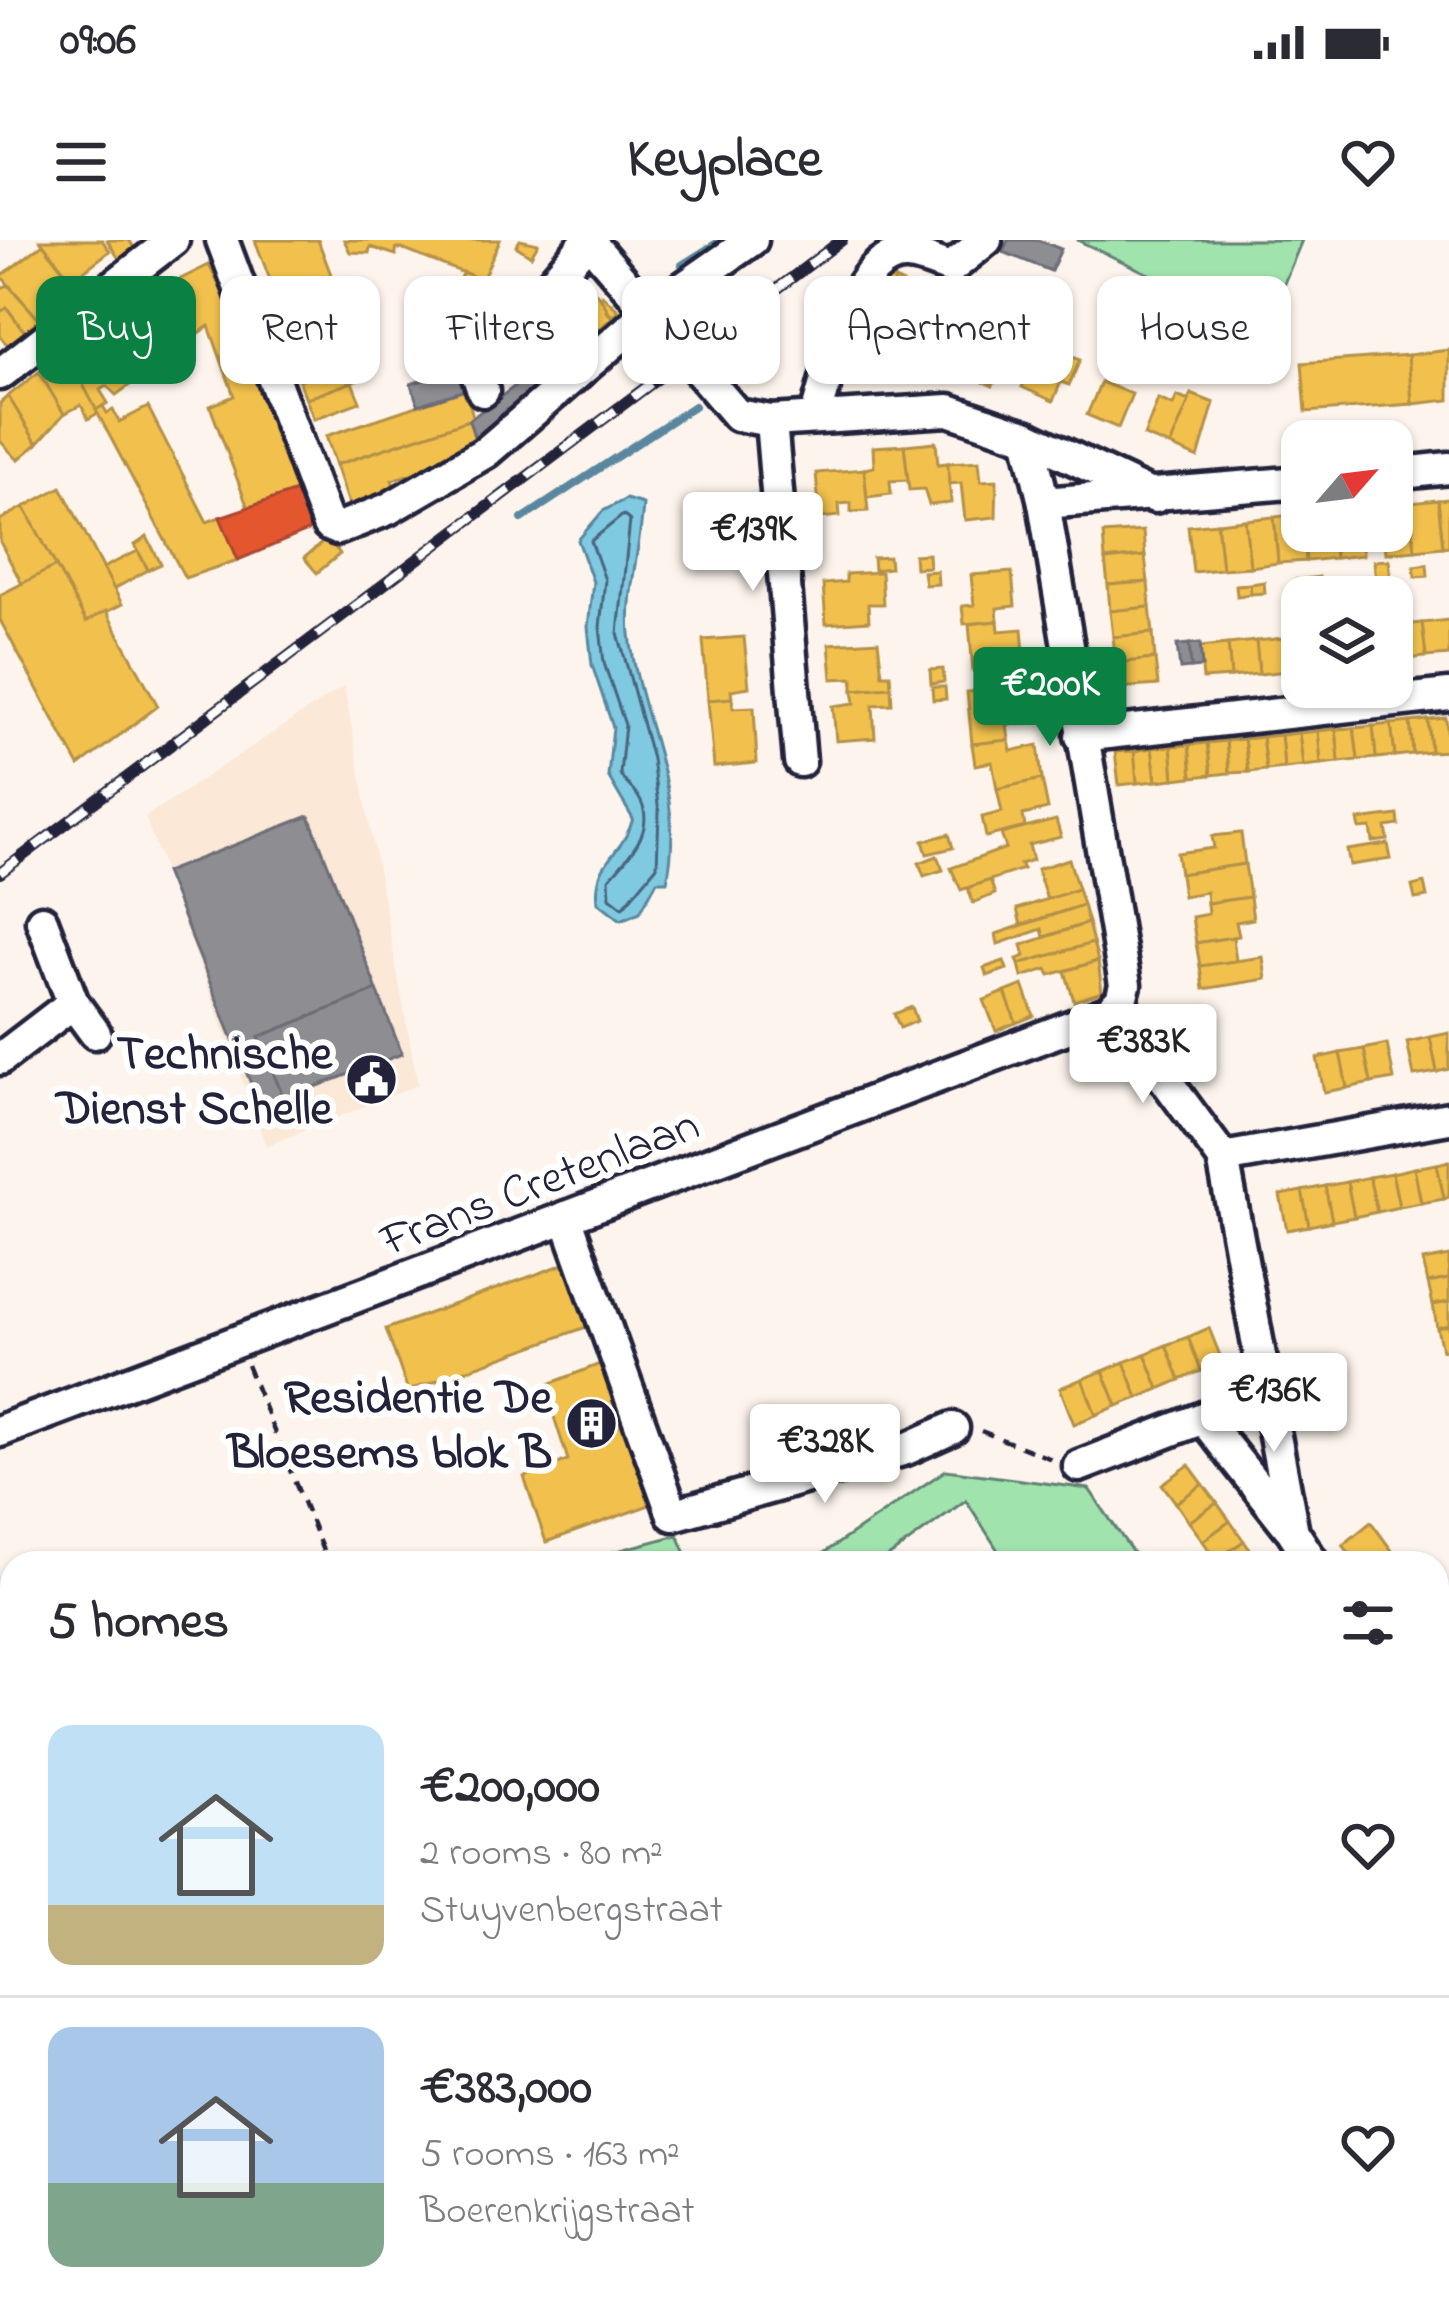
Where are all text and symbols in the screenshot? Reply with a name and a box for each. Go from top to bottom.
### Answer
text: 09:06 [60,9,136,75]
text: Keyplace [627,123,822,201]
icon: menu [48,129,114,195]
icon: heart [1335,129,1401,195]
chip: Buy [36,276,196,384]
chip: Rent [220,276,380,384]
chip: Filters [404,276,598,384]
chip: New [622,276,780,384]
chip: Apartment [804,276,1073,384]
chip: House [1097,276,1291,384]
north arrow [1281,420,1413,552]
map controls [1281,420,1413,708]
pin: €139K [669,492,837,594]
text: €139K [710,502,796,559]
button: layers [1281,576,1413,708]
pin: €200K [966,647,1134,749]
text: €200K [1000,657,1100,714]
pin: €383K [1059,1004,1227,1106]
text: €383K [1097,1014,1189,1071]
place label: Technische Dienst Schelle [54,1021,333,1146]
public building icon: Technische Dienst Schelle [343,1051,399,1107]
street label: Frans Cretenlaan [371,1092,710,1278]
pin: €136K [1190,1353,1358,1455]
text: €136K [1228,1363,1320,1420]
place label: Residentie De Bloesems blok B [226,1365,553,1490]
building icon: Residentie De Bloesems blok B [563,1395,619,1451]
pin: €328K [741,1404,909,1506]
text: €328K [777,1414,873,1471]
text: 5 homes [48,1586,229,1661]
icon: filters [1335,1590,1401,1656]
text: €200,000 [420,1751,600,1826]
icon: home [144,1773,288,1917]
icon: heart [1335,1812,1401,1878]
text: 2 rooms · 80 m² [420,1826,663,1883]
text: Stuyvenbergstraat [420,1883,723,1940]
text: €383,000 [420,2052,592,2127]
icon: home [144,2075,288,2219]
icon: heart [1335,2114,1401,2180]
text: 5 rooms · 163 m² [420,2127,680,2184]
text: Boerenkrijgstraat [420,2184,695,2241]

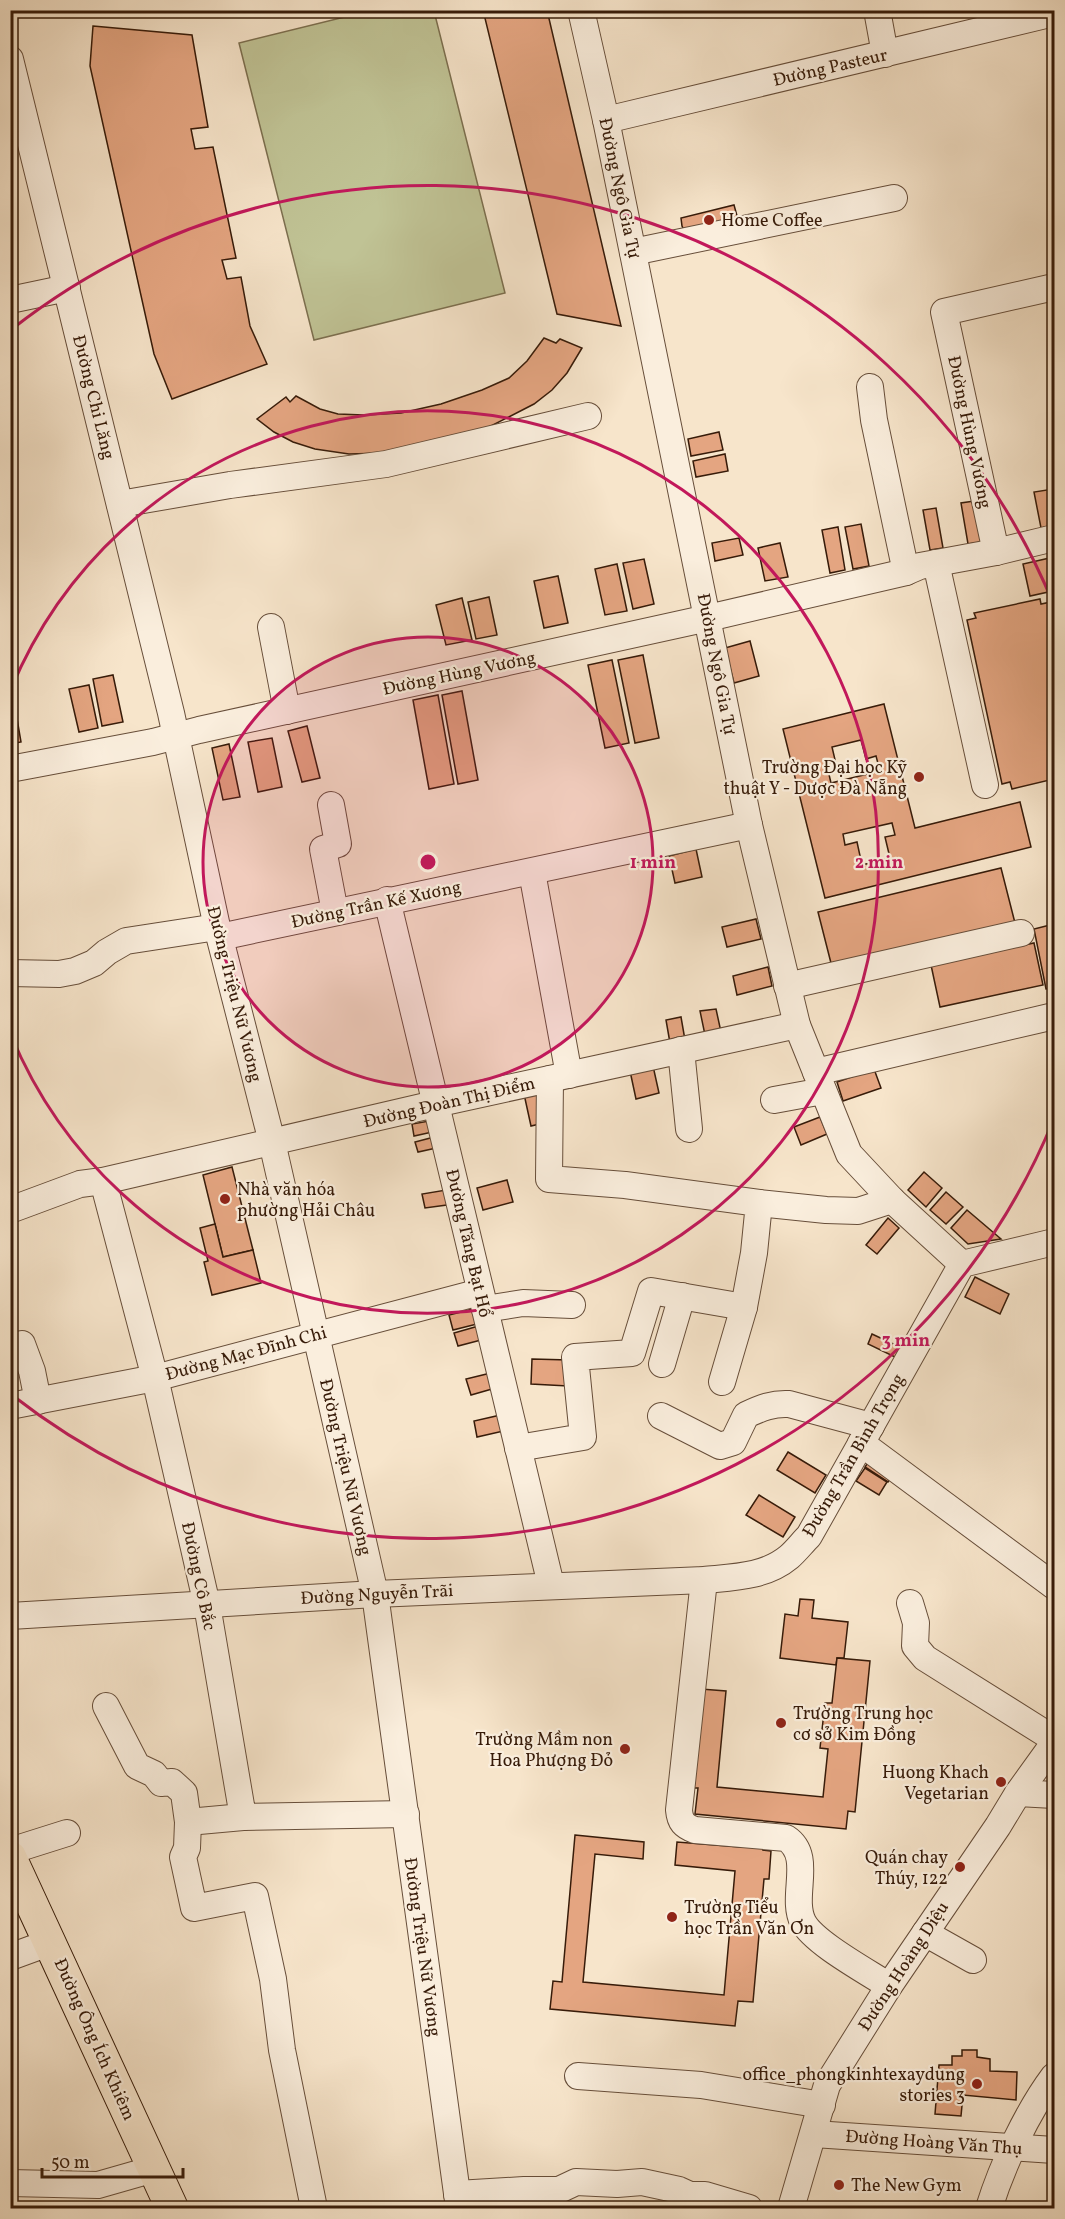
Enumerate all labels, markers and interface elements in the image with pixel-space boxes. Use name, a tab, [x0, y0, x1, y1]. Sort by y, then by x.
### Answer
street label: Đường Pasteur	[771, 43, 890, 94]
street label: Đường Ngô Gia Tự	[591, 115, 646, 261]
place label: Home Coffee	[721, 209, 823, 234]
marker: Home Coffee	[702, 213, 716, 227]
street label: Đường Chi Lăng	[65, 332, 120, 462]
street label: Đường Hùng Vương	[940, 353, 997, 511]
street label: Đường Ngô Gia Tự	[690, 591, 742, 737]
street label: Đường Hùng Vương	[380, 646, 538, 703]
place label: Trường Đại học Kỹ thuật Y - Dược Đà Nẵng	[724, 756, 907, 802]
marker: Trường Đại học Kỹ thuật Y - Dược Đà Nẵng	[912, 770, 926, 784]
text: 1 min	[630, 851, 676, 876]
text: 2 min	[855, 851, 903, 876]
centre of rings	[418, 852, 438, 872]
street label: Đường Trần Kế Xương	[289, 875, 464, 936]
street label: Đường Triệu Nữ Vương	[200, 904, 268, 1085]
street label: Đường Đoàn Thị Điểm	[361, 1072, 538, 1135]
street label: Đường Tăng Bạt Hổ	[438, 1167, 497, 1320]
place label: Nhà văn hóa phường Hải Châu	[237, 1178, 375, 1224]
marker: Nhà văn hóa phường Hải Châu	[218, 1192, 232, 1206]
street label: Đường Mạc Đĩnh Chi	[163, 1321, 330, 1388]
text: 3 min	[882, 1329, 930, 1354]
street label: Đường Trần Bình Trọng	[797, 1369, 911, 1542]
street label: Đường Triệu Nữ Vương	[312, 1376, 377, 1558]
street label: Đường Cô Bắc	[174, 1520, 221, 1633]
street label: Đường Nguyễn Trãi	[300, 1579, 454, 1612]
place label: Trường Trung học cơ sở Kim Đồng	[793, 1702, 933, 1748]
marker: Trường Trung học cơ sở Kim Đồng	[774, 1716, 788, 1730]
place label: Trường Mầm non Hoa Phượng Đỏ	[475, 1728, 613, 1774]
marker: Trường Mầm non Hoa Phượng Đỏ	[618, 1742, 632, 1756]
place label: Huong Khach Vegetarian	[882, 1761, 989, 1807]
marker: Huong Khach Vegetarian	[994, 1775, 1008, 1789]
place label: Quán chay Thúy, 122	[865, 1846, 948, 1892]
street label: Đường Triệu Nữ Vương	[397, 1856, 446, 2038]
marker: Quán chay Thúy, 122	[953, 1860, 967, 1874]
place label: Trường Tiểu học Trần Văn Ơn	[684, 1896, 814, 1942]
street label: Đường Hoàng Diệu	[853, 1897, 956, 2037]
marker: Trường Tiểu học Trần Văn Ơn	[665, 1910, 679, 1924]
street label: Đường Ông Ích Khiêm	[47, 1955, 141, 2125]
place label: office_phongkinhtexaydung stories 3	[742, 2063, 965, 2109]
marker: office_phongkinhtexaydung stories 3	[970, 2077, 984, 2091]
street label: Đường Hoàng Văn Thụ	[844, 2125, 1023, 2162]
scale bar	[42, 2141, 183, 2179]
text: 50 m	[51, 2151, 90, 2176]
place label: The New Gym	[851, 2174, 962, 2199]
marker: The New Gym	[832, 2178, 846, 2192]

• TASK PROMPT:
Each entry above must be set down word for word; none of its pictures belong in the copy.

• RESPONSE TO THIS EXERCISE:
Where are all text and symbols in the screenshot? Reply with a name and a box for each. Go from top to bottom.
### Answer
text: 09:06 [60,9,136,75]
text: Keyplace [627,123,822,201]
icon: menu [48,129,114,195]
icon: heart [1335,129,1401,195]
chip: Buy [36,276,196,384]
chip: Rent [220,276,380,384]
chip: Filters [404,276,598,384]
chip: New [622,276,780,384]
chip: Apartment [804,276,1073,384]
chip: House [1097,276,1291,384]
north arrow [1281,420,1413,552]
map controls [1281,420,1413,708]
pin: €139K [669,492,837,594]
text: €139K [710,502,796,559]
button: layers [1281,576,1413,708]
pin: €200K [966,647,1134,749]
text: €200K [1000,657,1100,714]
pin: €383K [1059,1004,1227,1106]
text: €383K [1097,1014,1189,1071]
place label: Technische Dienst Schelle [54,1021,333,1146]
public building icon: Technische Dienst Schelle [343,1051,399,1107]
street label: Frans Cretenlaan [371,1092,710,1278]
pin: €136K [1190,1353,1358,1455]
text: €136K [1228,1363,1320,1420]
place label: Residentie De Bloesems blok B [226,1365,553,1490]
building icon: Residentie De Bloesems blok B [563,1395,619,1451]
pin: €328K [741,1404,909,1506]
text: €328K [777,1414,873,1471]
text: 5 homes [48,1586,229,1661]
icon: filters [1335,1590,1401,1656]
text: €200,000 [420,1751,600,1826]
icon: home [144,1773,288,1917]
icon: heart [1335,1812,1401,1878]
text: 2 rooms · 80 m² [420,1826,663,1883]
text: Stuyvenbergstraat [420,1883,723,1940]
text: €383,000 [420,2052,592,2127]
icon: home [144,2075,288,2219]
icon: heart [1335,2114,1401,2180]
text: 5 rooms · 163 m² [420,2127,680,2184]
text: Boerenkrijgstraat [420,2184,695,2241]

Enumerate all labels, markers and interface elements in the image with pixel-space boxes. Use name, a tab, [x0, y0, x1, y1]. Sort by y, then by x.
### Answer
street label: Đường Pasteur	[771, 43, 890, 94]
street label: Đường Ngô Gia Tự	[591, 115, 646, 261]
place label: Home Coffee	[721, 209, 823, 234]
marker: Home Coffee	[702, 213, 716, 227]
street label: Đường Chi Lăng	[65, 332, 120, 462]
street label: Đường Hùng Vương	[940, 353, 997, 511]
street label: Đường Ngô Gia Tự	[690, 591, 742, 737]
street label: Đường Hùng Vương	[380, 646, 538, 703]
place label: Trường Đại học Kỹ thuật Y - Dược Đà Nẵng	[724, 756, 907, 802]
marker: Trường Đại học Kỹ thuật Y - Dược Đà Nẵng	[912, 770, 926, 784]
text: 1 min	[630, 851, 676, 876]
text: 2 min	[855, 851, 903, 876]
centre of rings	[418, 852, 438, 872]
street label: Đường Trần Kế Xương	[289, 875, 464, 936]
street label: Đường Triệu Nữ Vương	[200, 904, 268, 1085]
street label: Đường Đoàn Thị Điểm	[361, 1072, 538, 1135]
street label: Đường Tăng Bạt Hổ	[438, 1167, 497, 1320]
place label: Nhà văn hóa phường Hải Châu	[237, 1178, 375, 1224]
marker: Nhà văn hóa phường Hải Châu	[218, 1192, 232, 1206]
street label: Đường Mạc Đĩnh Chi	[163, 1321, 330, 1388]
text: 3 min	[882, 1329, 930, 1354]
street label: Đường Trần Bình Trọng	[797, 1369, 911, 1542]
street label: Đường Triệu Nữ Vương	[312, 1376, 377, 1558]
street label: Đường Cô Bắc	[174, 1520, 221, 1633]
street label: Đường Nguyễn Trãi	[300, 1579, 454, 1612]
place label: Trường Trung học cơ sở Kim Đồng	[793, 1702, 933, 1748]
marker: Trường Trung học cơ sở Kim Đồng	[774, 1716, 788, 1730]
place label: Trường Mầm non Hoa Phượng Đỏ	[475, 1728, 613, 1774]
marker: Trường Mầm non Hoa Phượng Đỏ	[618, 1742, 632, 1756]
place label: Huong Khach Vegetarian	[882, 1761, 989, 1807]
marker: Huong Khach Vegetarian	[994, 1775, 1008, 1789]
place label: Quán chay Thúy, 122	[865, 1846, 948, 1892]
street label: Đường Triệu Nữ Vương	[397, 1856, 446, 2038]
marker: Quán chay Thúy, 122	[953, 1860, 967, 1874]
place label: Trường Tiểu học Trần Văn Ơn	[684, 1896, 814, 1942]
street label: Đường Hoàng Diệu	[853, 1897, 956, 2037]
marker: Trường Tiểu học Trần Văn Ơn	[665, 1910, 679, 1924]
street label: Đường Ông Ích Khiêm	[47, 1955, 141, 2125]
place label: office_phongkinhtexaydung stories 3	[742, 2063, 965, 2109]
marker: office_phongkinhtexaydung stories 3	[970, 2077, 984, 2091]
street label: Đường Hoàng Văn Thụ	[844, 2125, 1023, 2162]
scale bar	[42, 2141, 183, 2179]
text: 50 m	[51, 2151, 90, 2176]
place label: The New Gym	[851, 2174, 962, 2199]
marker: The New Gym	[832, 2178, 846, 2192]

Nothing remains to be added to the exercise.